Posterous theme by Cory Watilo

An Interview with Olwen Fouéré

Olwen1

Picasso would have loved Olwen Fouéré. With features that that fall somewhere between beautiful and handsome — think Joan Allen crossed with Terrence Stamp — the Irish-French actor exhibits all the qualities of one of the great modernist’s Weeping Women: their statuesque physicality, the intensity of the relationship between their form and emotional content, and the fact you always seem to be looking at them from every available angle at once. This last point is especially true of Fouéré, who works between countries and soon hopes to begin toggling between stage and screen. With so many personal and professional sides, her approach to life is nothing if not Cubist.

“I certainly have a nomadic spirit and it is undeniably a part of my work,” Fouéré says from Glasgow, ahead of her appearance in Terminus at the Sydney Opera House. “Always new boundaries to cross, other territories to explore. For example, the main body of my work has been in Ireland, but I also feel an enormous kinship with European theatre. I think the collision of the two generates some kind of creative energy and produces something new.”

Fouéré’s resume is testament to this collision — she has performed extensively in Ireland, Britain and Europe — as well as to the “something new” it has allowed her to create. Between 1980 and 2008, Fouéré was co-artistic director of Operating Theatre, Ireland’s leading avant-garde performance company. The company’s focus was, she says, to help us “envision something beyond what we think we are”.
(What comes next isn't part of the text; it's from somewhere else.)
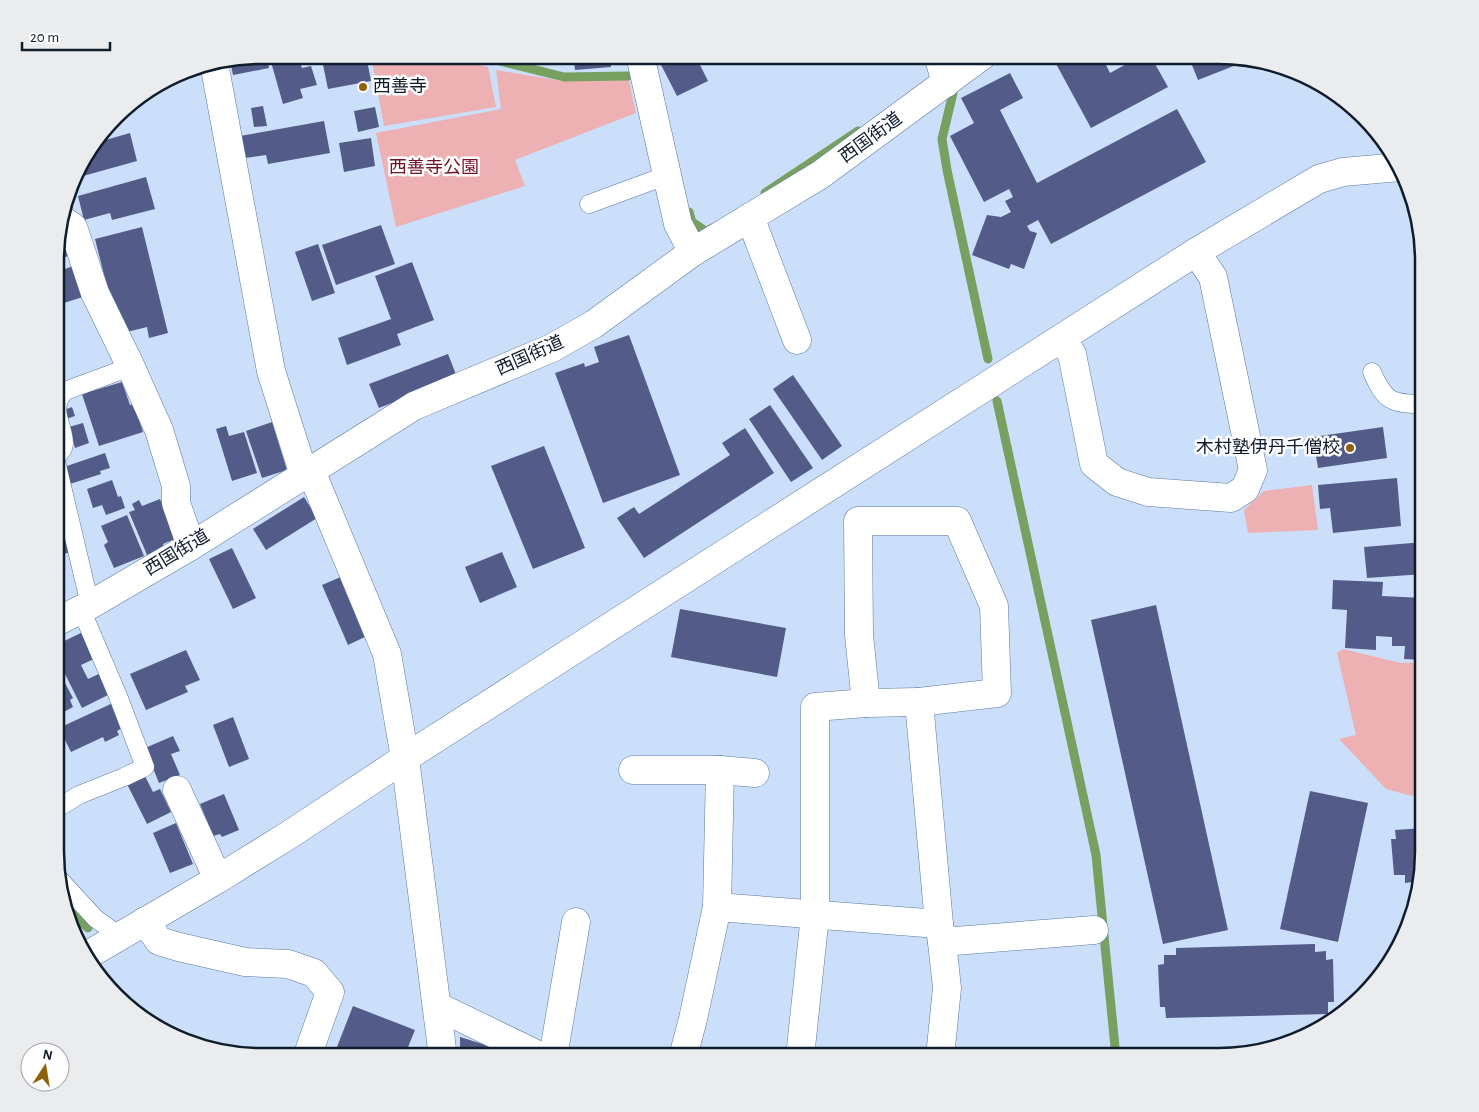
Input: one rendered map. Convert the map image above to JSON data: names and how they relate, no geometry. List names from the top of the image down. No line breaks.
{"streets":{"street":["西国街道"]},"parks":["西善寺公園"],"places":["西善寺","木村塾伊丹千僧校"],"scale_bar":"20 m","north":"top"}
“I think that is one of the reasons theatre exists, making the invisible visible and the impossible possible,” she says. “Naturalism works perfectly well in many plays and very well on television. But I’ve never seen the value of art merely reflecting society. For me, it is an act of resistance against a prescribed reality.”

Fouéré says Mark O’Rowe’s Terminus, which is returning to Australia after appearing in the Melbourne International Arts Festival in 2009, resists reality in its own unique way.  “It does have potent supernatural encounters which, I think, give the play a spiritual dimension,” she says. “But my passion for this project really arose from my love of Mark’s writing and the poetry he can extract from often very violent images.”

Having recently received her US Green Card, Fouéré is now looking forward to making a new type of image: a cinematic one. “Perhaps it’s the desire to leave a trace but some instinct has been pulling me in that direction,” she says. “It feels like a turning point.” (She recently appeared alongside Sean Penn in This Must Be the Place, which screened at the Cannes Film Festival in May.) Not that she is losing interest in the theatre or its future, of course. Asked where she thinks it should be headed next, her answer is wholly characteristic. “Into the wild,” she says. “I hope.”